Now you have your pseudovulpines, ready to evolve like primates.

There are a fair deal of holes in this, but it can be worked with.

Finally, what would motivate pre-Yinrih species to reproduce if not libido? I would suggest they simply get broody, and the high from having children is itself really good. People also experience this high, but in lesser amounts than Yinrih. Conversely, the grief from losing a womb nest or child is worse.

Edit: I just realized this system would make eusocial animals and huge mobs really popular. So about those swarming weasels - you could do that.
Very well thought out. The yinrih's lack of libido is something I cheerfully acknowledge is unrealistic and have no intention of changing, although I really like your idea of being broody.
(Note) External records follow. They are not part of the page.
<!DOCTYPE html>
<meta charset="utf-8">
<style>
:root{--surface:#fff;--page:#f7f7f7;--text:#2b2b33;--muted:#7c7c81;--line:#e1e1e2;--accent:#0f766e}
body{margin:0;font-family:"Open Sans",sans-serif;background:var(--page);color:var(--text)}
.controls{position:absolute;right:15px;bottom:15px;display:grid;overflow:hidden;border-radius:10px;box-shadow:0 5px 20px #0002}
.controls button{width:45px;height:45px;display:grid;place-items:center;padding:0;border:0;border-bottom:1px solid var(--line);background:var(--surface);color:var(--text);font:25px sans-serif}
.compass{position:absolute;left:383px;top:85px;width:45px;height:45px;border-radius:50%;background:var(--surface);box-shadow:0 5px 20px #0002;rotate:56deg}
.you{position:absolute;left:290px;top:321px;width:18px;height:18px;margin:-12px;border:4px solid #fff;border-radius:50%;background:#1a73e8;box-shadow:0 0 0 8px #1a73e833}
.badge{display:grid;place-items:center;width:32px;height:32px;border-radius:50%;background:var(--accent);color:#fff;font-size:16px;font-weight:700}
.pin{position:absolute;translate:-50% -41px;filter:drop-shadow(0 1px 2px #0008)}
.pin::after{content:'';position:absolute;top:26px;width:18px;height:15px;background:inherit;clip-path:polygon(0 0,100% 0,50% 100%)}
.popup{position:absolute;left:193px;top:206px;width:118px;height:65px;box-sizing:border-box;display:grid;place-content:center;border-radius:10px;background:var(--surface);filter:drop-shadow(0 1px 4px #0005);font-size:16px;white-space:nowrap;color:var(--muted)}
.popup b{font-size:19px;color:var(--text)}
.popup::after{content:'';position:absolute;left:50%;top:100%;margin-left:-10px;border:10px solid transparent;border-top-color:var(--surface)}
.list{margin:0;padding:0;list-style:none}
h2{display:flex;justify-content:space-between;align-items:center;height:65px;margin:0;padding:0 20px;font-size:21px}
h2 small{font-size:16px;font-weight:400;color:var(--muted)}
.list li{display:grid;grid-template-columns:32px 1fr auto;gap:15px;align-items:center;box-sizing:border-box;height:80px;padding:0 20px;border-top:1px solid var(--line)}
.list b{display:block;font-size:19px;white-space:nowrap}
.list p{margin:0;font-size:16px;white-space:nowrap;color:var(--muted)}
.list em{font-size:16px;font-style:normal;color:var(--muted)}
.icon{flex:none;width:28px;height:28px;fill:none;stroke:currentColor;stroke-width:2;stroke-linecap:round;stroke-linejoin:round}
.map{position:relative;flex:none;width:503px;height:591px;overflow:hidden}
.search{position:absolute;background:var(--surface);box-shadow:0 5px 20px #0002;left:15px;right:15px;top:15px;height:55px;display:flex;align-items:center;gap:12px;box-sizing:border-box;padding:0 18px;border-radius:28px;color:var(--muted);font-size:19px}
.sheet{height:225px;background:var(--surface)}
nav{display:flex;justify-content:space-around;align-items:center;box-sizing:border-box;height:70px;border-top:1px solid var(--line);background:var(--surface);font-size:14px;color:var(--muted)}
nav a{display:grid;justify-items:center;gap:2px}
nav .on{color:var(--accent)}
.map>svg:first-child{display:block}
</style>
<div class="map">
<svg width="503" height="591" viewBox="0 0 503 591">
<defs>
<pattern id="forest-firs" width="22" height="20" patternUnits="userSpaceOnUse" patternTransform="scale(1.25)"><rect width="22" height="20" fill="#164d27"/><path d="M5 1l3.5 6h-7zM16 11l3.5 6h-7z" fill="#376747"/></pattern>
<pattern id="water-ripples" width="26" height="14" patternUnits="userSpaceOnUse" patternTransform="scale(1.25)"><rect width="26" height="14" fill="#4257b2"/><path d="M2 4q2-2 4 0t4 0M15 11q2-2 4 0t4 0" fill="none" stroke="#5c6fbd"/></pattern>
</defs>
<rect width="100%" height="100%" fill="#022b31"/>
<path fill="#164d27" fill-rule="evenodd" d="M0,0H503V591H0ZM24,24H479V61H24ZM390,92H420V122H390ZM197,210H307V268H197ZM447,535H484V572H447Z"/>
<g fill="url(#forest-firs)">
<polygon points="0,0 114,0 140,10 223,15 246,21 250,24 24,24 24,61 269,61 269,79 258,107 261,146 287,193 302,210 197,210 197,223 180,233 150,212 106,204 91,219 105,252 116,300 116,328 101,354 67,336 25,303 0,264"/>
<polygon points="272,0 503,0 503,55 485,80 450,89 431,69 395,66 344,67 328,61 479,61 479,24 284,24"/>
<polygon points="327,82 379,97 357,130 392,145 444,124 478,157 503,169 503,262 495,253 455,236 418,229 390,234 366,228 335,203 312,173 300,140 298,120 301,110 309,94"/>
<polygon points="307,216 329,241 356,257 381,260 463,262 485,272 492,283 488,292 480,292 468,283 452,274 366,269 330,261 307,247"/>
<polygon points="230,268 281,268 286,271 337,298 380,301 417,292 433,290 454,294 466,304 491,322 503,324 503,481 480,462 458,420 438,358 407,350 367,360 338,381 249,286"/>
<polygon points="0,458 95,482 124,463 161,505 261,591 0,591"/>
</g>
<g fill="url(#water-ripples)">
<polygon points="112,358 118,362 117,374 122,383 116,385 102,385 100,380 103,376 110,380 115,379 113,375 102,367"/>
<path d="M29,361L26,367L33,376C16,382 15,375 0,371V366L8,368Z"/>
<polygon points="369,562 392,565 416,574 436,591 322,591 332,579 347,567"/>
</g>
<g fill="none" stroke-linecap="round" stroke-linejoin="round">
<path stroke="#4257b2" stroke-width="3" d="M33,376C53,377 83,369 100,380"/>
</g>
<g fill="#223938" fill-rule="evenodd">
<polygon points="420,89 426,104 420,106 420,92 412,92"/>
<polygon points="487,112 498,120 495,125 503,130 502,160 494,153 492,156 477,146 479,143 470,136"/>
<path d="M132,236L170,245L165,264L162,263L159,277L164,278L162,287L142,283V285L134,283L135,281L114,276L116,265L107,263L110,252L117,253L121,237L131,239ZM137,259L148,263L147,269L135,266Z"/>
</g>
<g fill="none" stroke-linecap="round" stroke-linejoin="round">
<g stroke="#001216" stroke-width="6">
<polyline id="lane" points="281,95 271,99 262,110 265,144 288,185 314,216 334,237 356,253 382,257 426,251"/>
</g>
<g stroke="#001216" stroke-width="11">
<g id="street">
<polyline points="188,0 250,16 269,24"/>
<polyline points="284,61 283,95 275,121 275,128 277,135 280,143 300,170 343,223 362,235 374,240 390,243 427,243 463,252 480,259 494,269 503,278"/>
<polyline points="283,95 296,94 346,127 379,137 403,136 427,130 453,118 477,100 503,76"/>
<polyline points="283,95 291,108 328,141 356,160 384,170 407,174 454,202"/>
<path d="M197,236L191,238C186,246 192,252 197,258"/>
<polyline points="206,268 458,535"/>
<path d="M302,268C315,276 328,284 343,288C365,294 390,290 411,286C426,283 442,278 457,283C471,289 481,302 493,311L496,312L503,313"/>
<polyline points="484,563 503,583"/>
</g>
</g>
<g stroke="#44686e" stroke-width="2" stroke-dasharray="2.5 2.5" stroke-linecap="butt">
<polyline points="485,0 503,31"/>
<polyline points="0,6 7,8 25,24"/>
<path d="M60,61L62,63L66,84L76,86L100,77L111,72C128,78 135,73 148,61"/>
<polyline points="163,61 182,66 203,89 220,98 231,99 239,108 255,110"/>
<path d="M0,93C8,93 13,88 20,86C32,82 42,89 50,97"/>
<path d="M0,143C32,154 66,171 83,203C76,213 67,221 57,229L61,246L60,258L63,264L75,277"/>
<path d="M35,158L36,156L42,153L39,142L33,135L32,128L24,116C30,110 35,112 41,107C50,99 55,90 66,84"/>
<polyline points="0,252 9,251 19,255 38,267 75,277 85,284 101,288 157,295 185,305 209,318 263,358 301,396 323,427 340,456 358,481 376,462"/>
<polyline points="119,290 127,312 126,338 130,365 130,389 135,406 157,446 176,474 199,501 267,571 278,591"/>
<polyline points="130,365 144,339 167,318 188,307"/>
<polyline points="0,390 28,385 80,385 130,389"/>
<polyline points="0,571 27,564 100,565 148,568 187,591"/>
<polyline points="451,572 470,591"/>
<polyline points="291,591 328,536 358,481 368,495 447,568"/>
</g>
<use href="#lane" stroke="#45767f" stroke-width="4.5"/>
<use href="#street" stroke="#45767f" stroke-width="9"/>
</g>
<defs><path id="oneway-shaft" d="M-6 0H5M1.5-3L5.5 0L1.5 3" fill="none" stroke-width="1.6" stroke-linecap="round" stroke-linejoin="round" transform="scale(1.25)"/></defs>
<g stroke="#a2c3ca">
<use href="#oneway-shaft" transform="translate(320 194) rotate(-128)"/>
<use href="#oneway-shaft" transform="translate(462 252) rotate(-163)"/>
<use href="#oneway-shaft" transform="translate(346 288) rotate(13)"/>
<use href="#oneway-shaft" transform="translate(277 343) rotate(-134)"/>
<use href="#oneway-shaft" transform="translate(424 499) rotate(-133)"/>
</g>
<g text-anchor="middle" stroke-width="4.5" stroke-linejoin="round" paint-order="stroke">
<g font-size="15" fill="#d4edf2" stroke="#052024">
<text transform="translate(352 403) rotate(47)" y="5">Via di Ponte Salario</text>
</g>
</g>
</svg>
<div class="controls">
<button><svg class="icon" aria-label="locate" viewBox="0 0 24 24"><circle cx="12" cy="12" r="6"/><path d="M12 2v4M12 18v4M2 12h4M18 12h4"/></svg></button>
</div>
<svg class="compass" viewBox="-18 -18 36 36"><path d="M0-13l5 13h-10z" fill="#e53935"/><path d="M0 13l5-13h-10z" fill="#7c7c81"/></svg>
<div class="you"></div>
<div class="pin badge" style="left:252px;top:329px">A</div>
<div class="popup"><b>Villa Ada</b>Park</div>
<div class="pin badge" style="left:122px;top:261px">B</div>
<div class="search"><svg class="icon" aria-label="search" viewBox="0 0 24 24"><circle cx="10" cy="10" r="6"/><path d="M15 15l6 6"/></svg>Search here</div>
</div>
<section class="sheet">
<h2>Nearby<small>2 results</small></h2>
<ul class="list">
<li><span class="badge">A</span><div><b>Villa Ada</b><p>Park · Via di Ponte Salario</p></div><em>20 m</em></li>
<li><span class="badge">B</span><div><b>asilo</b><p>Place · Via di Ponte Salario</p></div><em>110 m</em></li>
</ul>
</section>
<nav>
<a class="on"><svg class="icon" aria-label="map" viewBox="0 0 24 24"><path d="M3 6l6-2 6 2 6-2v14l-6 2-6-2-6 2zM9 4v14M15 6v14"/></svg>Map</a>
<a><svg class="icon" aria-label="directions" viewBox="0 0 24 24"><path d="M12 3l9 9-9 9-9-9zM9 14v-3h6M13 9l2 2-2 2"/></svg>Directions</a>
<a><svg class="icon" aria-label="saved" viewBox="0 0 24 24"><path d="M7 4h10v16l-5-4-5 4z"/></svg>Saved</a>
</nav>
This gets into another psychological quirk. While yinrih may see humans as cold because they don't grieve as long, humans may see yinrih as cold because the relationship among the members of a childermoot is not "romantic". There's no physical affection, they don't share a bedroom, and in many cases don't even live under the same roof (although they do live in close proximity and the pups go from house to house). I've already mentioned academic childermoots, where prospective parents are treated like job applicants. Once the pups are raised there's no social obligation to remain together, although many moots do stay close.

Also, all the non reproductive stuff that humans look to a spouse for, like care when sick, a financial safety net, a shoulder to cry on, etc, are sought in friends by yinrih, which is one of the main reasons they grieve so hard.